Your goal ▸
Copy only the lines from the one containing "Serialize what can" through the final line of the records below, exactly as written, with no pictures.

Dataset excerpts
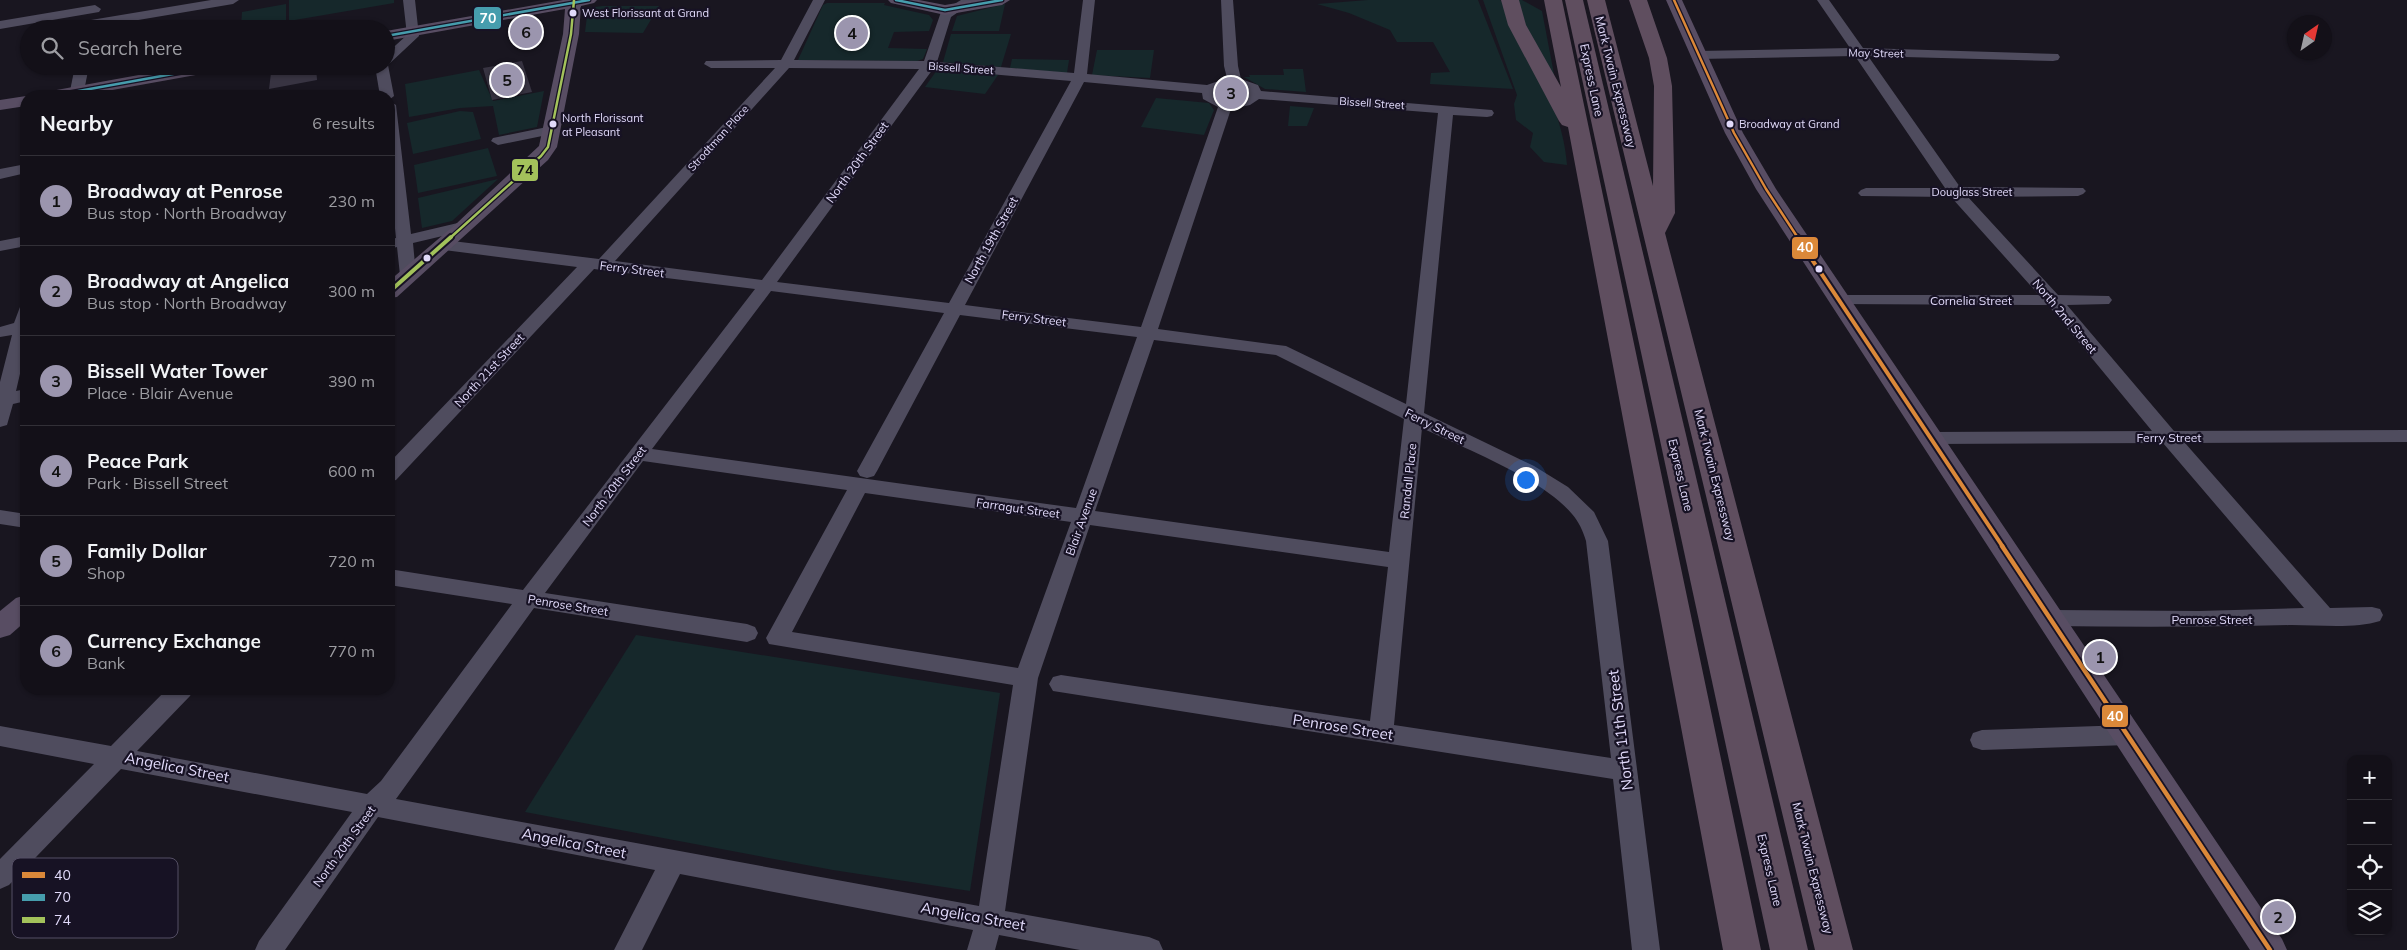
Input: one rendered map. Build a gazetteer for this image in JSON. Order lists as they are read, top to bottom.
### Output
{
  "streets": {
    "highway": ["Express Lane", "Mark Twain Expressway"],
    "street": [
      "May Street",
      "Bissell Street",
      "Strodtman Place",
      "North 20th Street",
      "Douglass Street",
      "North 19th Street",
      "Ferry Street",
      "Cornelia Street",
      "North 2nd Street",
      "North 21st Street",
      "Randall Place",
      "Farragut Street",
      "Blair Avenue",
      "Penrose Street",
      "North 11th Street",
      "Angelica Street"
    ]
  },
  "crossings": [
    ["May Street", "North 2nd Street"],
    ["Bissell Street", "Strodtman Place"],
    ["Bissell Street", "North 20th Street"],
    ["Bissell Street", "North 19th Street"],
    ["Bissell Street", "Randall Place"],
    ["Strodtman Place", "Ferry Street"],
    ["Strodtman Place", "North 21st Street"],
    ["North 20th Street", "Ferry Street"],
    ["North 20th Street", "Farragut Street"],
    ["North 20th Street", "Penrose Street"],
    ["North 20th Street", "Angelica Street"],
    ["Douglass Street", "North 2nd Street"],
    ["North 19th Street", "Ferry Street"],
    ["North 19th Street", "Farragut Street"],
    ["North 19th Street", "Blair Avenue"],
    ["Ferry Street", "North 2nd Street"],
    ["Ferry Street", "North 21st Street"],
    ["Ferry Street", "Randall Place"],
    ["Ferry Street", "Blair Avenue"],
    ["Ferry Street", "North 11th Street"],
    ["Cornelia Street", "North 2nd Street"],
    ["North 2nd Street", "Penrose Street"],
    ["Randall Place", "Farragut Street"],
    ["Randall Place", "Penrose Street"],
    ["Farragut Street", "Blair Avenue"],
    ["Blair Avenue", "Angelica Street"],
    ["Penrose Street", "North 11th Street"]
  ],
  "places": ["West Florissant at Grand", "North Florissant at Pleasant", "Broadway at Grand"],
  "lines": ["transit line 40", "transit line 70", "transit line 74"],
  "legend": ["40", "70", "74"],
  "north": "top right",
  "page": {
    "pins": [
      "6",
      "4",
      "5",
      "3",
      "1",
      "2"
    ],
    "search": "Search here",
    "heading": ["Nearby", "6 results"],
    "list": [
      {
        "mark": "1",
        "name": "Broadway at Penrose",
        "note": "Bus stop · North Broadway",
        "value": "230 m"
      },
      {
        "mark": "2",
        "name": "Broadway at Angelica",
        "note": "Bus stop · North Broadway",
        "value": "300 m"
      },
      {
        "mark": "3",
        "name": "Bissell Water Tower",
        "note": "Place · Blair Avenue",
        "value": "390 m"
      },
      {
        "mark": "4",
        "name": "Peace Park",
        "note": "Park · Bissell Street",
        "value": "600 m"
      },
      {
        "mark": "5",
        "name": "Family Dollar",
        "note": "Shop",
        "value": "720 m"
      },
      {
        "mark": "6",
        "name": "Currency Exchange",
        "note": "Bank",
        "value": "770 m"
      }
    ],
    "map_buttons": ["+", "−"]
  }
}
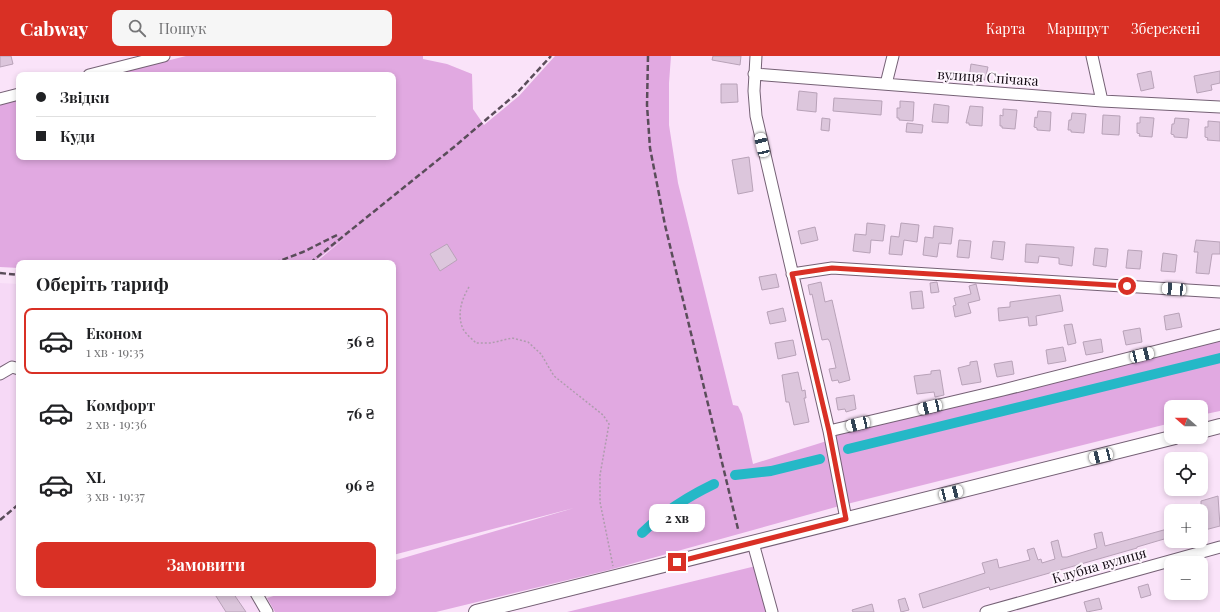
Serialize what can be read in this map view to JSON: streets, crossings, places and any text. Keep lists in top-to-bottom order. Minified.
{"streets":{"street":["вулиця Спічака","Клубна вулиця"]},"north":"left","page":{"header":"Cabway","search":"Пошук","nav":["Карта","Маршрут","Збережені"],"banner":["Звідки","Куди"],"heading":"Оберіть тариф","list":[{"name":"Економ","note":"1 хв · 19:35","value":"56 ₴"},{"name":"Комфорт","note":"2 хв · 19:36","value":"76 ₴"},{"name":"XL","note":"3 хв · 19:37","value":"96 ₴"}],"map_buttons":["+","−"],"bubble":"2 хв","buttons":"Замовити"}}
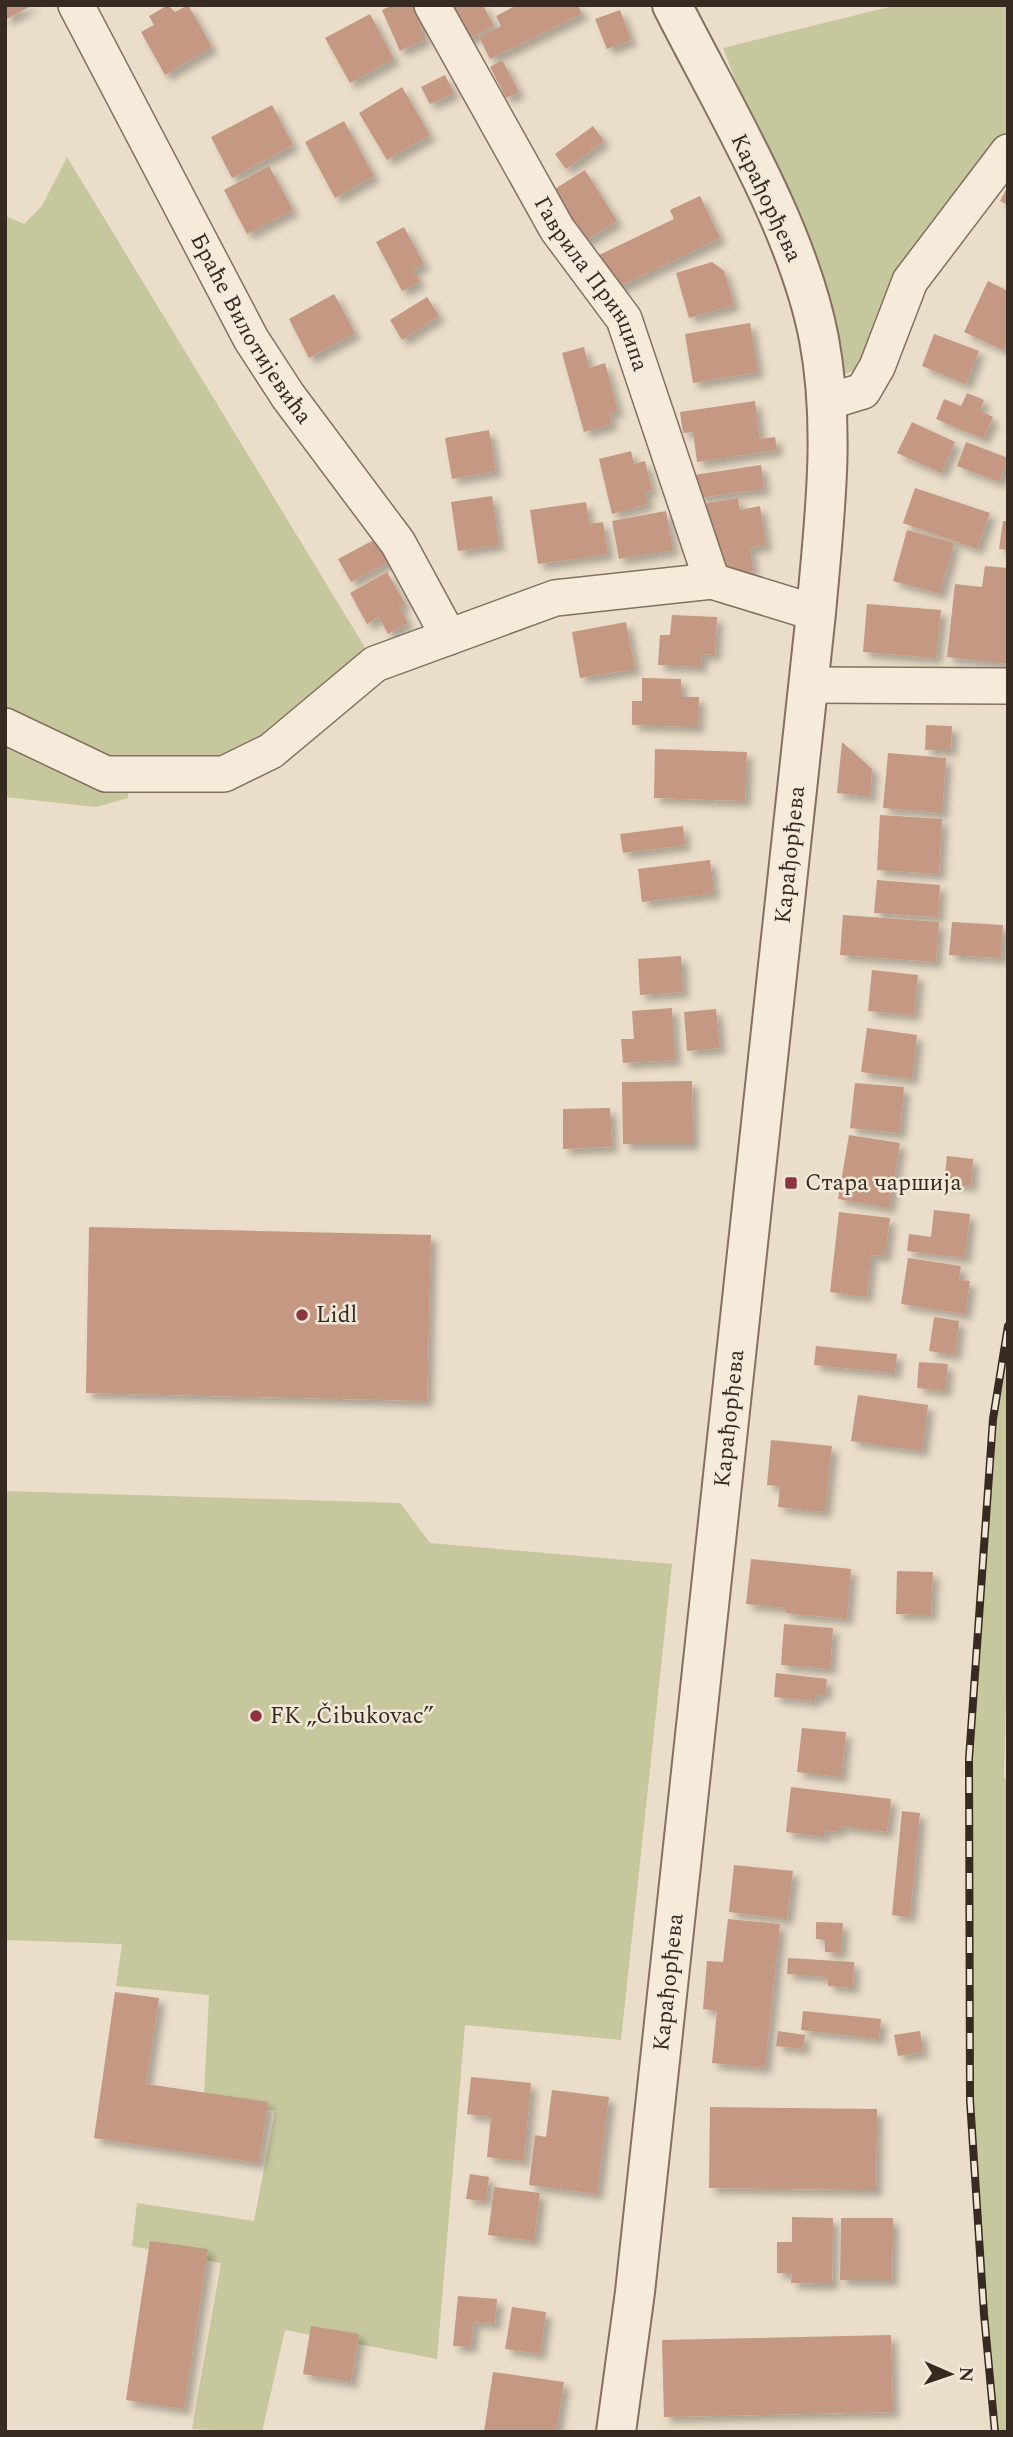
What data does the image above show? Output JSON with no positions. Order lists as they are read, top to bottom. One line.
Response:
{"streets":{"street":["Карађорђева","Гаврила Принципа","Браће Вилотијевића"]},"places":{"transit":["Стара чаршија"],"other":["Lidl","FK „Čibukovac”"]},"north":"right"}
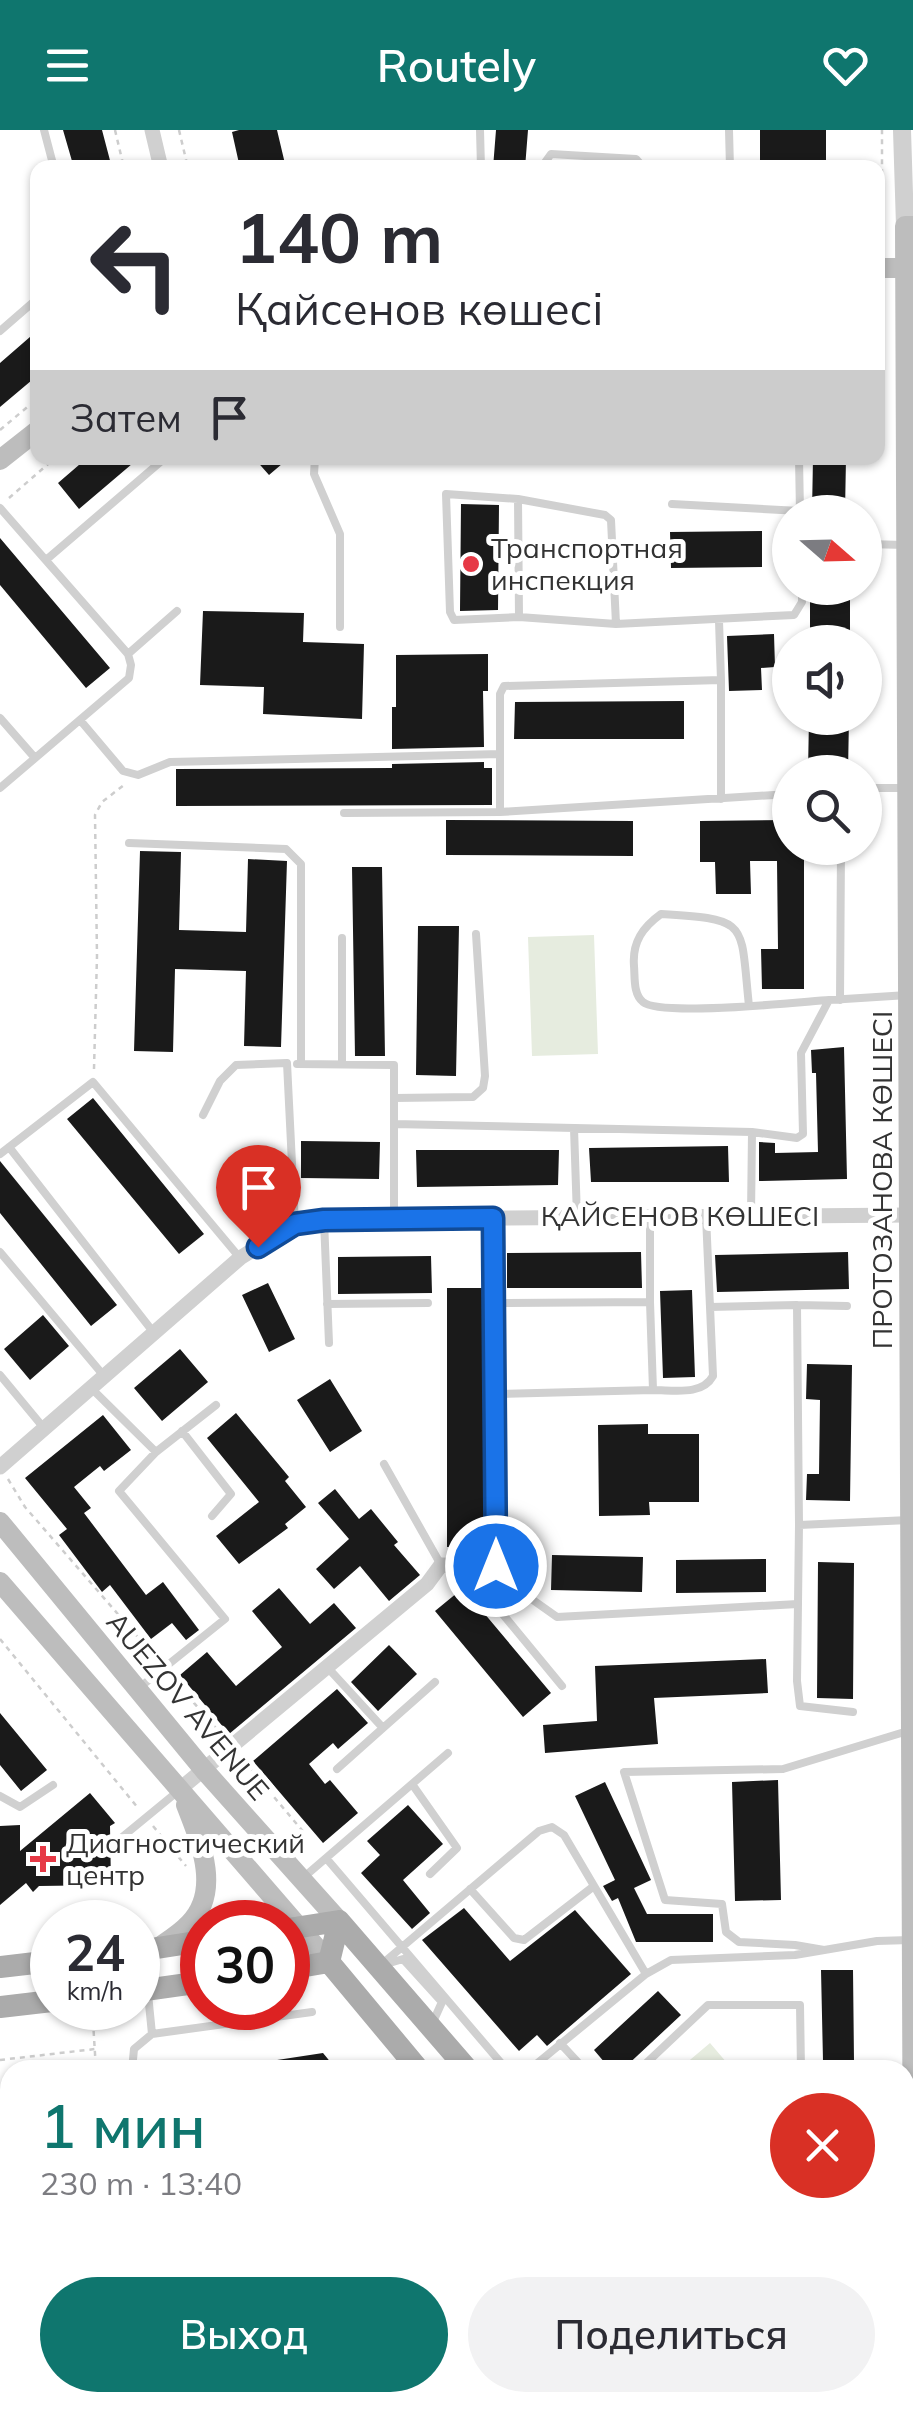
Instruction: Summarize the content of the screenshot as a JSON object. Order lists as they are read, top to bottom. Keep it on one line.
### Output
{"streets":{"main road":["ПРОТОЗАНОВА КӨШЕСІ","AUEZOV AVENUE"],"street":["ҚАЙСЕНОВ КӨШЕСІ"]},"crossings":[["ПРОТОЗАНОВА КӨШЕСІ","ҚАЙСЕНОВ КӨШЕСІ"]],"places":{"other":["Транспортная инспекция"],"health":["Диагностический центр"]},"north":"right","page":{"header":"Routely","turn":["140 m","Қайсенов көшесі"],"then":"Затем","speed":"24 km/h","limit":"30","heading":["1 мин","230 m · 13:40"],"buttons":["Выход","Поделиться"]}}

The completed task ▸
Serialize what can be read in this map view to JSON: streets, crossings, places and any text. Keep lists in top-to-bottom order. Minified.
{"streets":{"street":["вулиця Спічака","Клубна вулиця"]},"north":"left","page":{"header":"Cabway","search":"Пошук","nav":["Карта","Маршрут","Збережені"],"banner":["Звідки","Куди"],"heading":"Оберіть тариф","list":[{"name":"Економ","note":"1 хв · 19:35","value":"56 ₴"},{"name":"Комфорт","note":"2 хв · 19:36","value":"76 ₴"},{"name":"XL","note":"3 хв · 19:37","value":"96 ₴"}],"map_buttons":["+","−"],"bubble":"2 хв","buttons":"Замовити"}}
What data does the image above show? Output JSON with no positions. Order lists as they are read, top to bottom. One line.
Response:
{"streets":{"street":["Карађорђева","Гаврила Принципа","Браће Вилотијевића"]},"places":{"transit":["Стара чаршија"],"other":["Lidl","FK „Čibukovac”"]},"north":"right"}
Instruction: Summarize the content of the screenshot as a JSON object. Order lists as they are read, top to bottom. Keep it on one line.
### Output
{"streets":{"main road":["ПРОТОЗАНОВА КӨШЕСІ","AUEZOV AVENUE"],"street":["ҚАЙСЕНОВ КӨШЕСІ"]},"crossings":[["ПРОТОЗАНОВА КӨШЕСІ","ҚАЙСЕНОВ КӨШЕСІ"]],"places":{"other":["Транспортная инспекция"],"health":["Диагностический центр"]},"north":"right","page":{"header":"Routely","turn":["140 m","Қайсенов көшесі"],"then":"Затем","speed":"24 km/h","limit":"30","heading":["1 мин","230 m · 13:40"],"buttons":["Выход","Поделиться"]}}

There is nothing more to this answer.